Personally, I wish we were in a world where seeing the letters GLBTQ means you’ve drawn five Scrabble tiles.  I wish we were in a world where people didn’t have to “come out” as if it was some sort of national requirement or worldwide mandate.   And as for Jason Collins, all I cared about him was that he was a halfway-decent NBA center with ten years of service for six NBA teams, and maybe a seventh team next year.  I didn’t care who he slept with, that’s not my business.  In fact, it’s not anybody’s business who he sleeps with or why.

But what I do care about is that if he has the courage to state his sexual preference in a public setting, and he’s willing to take on the prejudice that will come from other players and other fans and even the media – which has already happened in the 24 hours since he made his public announcement – what I care about is that Jason Collins will need straight allies.  Just as Jackie Robinson needed Pee Wee Reese when Robinson broke through Major League Baseball’s color barrier.

And somewhere, whether it’s with the Atlanta Hawks or with whatever new team he plays for next year, there’s a teammate that will be Jason Collins’ straight ally.  Someone who will tell the hecklers to shut up.  Someone who will challenge when Collins is fouled to the point of a Flagrant 2.  Someone who doesn’t care about what Collins does off the court, but instead cares when Collins can get in the low post and be ready for the lob pass for an easy layup.
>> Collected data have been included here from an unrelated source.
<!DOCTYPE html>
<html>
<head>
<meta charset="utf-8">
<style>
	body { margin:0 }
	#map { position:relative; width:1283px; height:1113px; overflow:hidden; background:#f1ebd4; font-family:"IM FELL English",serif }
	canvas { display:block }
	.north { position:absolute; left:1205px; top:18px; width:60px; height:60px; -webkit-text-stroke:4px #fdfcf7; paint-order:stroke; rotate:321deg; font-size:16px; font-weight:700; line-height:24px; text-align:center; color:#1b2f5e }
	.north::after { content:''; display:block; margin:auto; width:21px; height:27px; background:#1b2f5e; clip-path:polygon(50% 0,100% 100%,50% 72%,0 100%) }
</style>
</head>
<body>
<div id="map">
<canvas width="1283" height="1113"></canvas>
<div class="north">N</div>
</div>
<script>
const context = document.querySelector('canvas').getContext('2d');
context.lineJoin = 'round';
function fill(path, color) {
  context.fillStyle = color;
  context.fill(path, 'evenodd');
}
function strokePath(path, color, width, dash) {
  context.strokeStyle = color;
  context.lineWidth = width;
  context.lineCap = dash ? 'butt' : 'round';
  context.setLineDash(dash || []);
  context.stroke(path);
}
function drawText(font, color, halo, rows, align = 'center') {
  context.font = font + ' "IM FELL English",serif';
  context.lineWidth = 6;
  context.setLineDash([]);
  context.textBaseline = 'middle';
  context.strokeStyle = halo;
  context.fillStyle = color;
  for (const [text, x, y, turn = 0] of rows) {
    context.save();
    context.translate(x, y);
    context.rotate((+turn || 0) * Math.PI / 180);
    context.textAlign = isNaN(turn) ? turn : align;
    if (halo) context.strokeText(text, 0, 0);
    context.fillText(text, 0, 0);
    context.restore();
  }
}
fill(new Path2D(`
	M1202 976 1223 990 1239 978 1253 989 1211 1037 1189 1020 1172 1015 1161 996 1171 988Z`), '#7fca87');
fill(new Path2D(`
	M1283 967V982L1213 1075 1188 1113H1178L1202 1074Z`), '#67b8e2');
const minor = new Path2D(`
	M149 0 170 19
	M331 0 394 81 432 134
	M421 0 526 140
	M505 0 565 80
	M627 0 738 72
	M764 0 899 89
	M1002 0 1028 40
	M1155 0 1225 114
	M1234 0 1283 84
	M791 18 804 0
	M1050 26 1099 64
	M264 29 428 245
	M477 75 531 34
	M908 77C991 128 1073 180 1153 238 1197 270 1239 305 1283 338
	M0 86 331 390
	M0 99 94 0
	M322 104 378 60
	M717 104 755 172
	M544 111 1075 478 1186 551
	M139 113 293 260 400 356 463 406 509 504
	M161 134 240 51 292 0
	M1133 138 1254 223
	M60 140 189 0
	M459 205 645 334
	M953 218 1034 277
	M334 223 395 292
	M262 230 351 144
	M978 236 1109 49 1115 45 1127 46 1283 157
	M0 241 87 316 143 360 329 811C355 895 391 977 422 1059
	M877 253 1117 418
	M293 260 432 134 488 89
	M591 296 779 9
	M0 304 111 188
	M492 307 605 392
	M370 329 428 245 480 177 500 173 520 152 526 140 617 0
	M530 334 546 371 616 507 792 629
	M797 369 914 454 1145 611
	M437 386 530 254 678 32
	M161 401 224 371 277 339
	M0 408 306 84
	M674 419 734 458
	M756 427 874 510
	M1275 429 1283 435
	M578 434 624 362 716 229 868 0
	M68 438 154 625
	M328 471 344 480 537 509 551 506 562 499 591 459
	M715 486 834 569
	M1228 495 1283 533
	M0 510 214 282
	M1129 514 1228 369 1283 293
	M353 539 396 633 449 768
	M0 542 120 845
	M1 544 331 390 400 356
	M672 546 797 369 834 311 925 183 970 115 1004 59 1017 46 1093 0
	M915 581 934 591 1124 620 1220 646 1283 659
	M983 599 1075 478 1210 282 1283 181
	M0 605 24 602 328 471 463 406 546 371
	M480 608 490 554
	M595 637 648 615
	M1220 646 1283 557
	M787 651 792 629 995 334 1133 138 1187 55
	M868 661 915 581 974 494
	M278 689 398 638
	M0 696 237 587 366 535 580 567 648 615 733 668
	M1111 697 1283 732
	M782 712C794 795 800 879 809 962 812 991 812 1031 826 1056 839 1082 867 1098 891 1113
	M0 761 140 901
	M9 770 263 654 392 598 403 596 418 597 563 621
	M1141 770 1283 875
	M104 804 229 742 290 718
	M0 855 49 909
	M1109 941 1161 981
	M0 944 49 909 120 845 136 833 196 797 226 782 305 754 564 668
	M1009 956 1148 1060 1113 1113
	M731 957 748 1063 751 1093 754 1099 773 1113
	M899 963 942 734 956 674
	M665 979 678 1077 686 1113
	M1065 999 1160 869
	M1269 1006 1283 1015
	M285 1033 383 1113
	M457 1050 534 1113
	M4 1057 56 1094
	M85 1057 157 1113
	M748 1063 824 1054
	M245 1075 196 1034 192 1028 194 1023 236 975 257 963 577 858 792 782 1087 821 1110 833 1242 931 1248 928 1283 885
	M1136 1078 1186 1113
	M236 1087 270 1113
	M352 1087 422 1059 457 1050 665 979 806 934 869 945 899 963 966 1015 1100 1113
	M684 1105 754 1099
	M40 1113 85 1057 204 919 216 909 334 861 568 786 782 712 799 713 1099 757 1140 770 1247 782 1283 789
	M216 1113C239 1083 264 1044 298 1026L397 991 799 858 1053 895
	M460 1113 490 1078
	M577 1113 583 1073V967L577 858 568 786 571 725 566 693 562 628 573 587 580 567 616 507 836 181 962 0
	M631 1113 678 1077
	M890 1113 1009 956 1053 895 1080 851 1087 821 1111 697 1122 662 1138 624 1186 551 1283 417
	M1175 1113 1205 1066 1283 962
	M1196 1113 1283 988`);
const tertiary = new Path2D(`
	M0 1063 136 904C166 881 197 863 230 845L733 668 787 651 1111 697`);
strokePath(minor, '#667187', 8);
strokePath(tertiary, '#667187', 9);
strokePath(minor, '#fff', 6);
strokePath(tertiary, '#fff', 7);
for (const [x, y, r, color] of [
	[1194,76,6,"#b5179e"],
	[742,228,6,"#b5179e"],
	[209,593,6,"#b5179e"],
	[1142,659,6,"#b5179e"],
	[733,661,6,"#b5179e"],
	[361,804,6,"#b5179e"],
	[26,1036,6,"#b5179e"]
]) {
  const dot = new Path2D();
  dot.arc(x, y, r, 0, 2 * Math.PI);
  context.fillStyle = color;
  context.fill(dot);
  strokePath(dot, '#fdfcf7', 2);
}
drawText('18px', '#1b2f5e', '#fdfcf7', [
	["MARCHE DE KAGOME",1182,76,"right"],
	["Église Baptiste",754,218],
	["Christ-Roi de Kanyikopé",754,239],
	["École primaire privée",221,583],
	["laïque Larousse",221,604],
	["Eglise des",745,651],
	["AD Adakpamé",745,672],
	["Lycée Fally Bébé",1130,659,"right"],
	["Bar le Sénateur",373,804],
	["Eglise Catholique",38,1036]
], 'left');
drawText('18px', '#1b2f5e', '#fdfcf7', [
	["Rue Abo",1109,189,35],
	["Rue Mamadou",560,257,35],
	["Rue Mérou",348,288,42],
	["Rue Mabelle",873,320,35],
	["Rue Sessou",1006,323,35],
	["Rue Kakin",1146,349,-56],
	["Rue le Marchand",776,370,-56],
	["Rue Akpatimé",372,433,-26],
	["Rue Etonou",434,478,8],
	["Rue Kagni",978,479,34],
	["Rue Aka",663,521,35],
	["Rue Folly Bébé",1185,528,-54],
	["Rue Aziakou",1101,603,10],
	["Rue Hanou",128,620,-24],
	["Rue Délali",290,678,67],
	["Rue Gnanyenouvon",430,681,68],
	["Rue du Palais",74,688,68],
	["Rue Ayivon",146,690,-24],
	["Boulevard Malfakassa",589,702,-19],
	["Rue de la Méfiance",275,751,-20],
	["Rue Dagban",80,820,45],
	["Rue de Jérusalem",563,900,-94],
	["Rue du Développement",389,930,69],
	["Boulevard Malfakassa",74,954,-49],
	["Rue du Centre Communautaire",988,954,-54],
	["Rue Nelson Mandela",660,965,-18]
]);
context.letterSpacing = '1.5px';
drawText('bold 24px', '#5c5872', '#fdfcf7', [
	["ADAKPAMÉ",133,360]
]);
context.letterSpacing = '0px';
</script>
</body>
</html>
We’ve come so far in this world, and yet we have just as far to travel.

Jason Collins has a far road to travel.  He shouldn’t have to do it alone.  If there is a teammate who is willing to stand up and be his straight ally, stand up now.  That takes just as much courage in this day and age to do so, as Collins did yesterday.

Because I don’t want to be Jason Collins.

I want to be the player who is Jason Collins’ straight ally.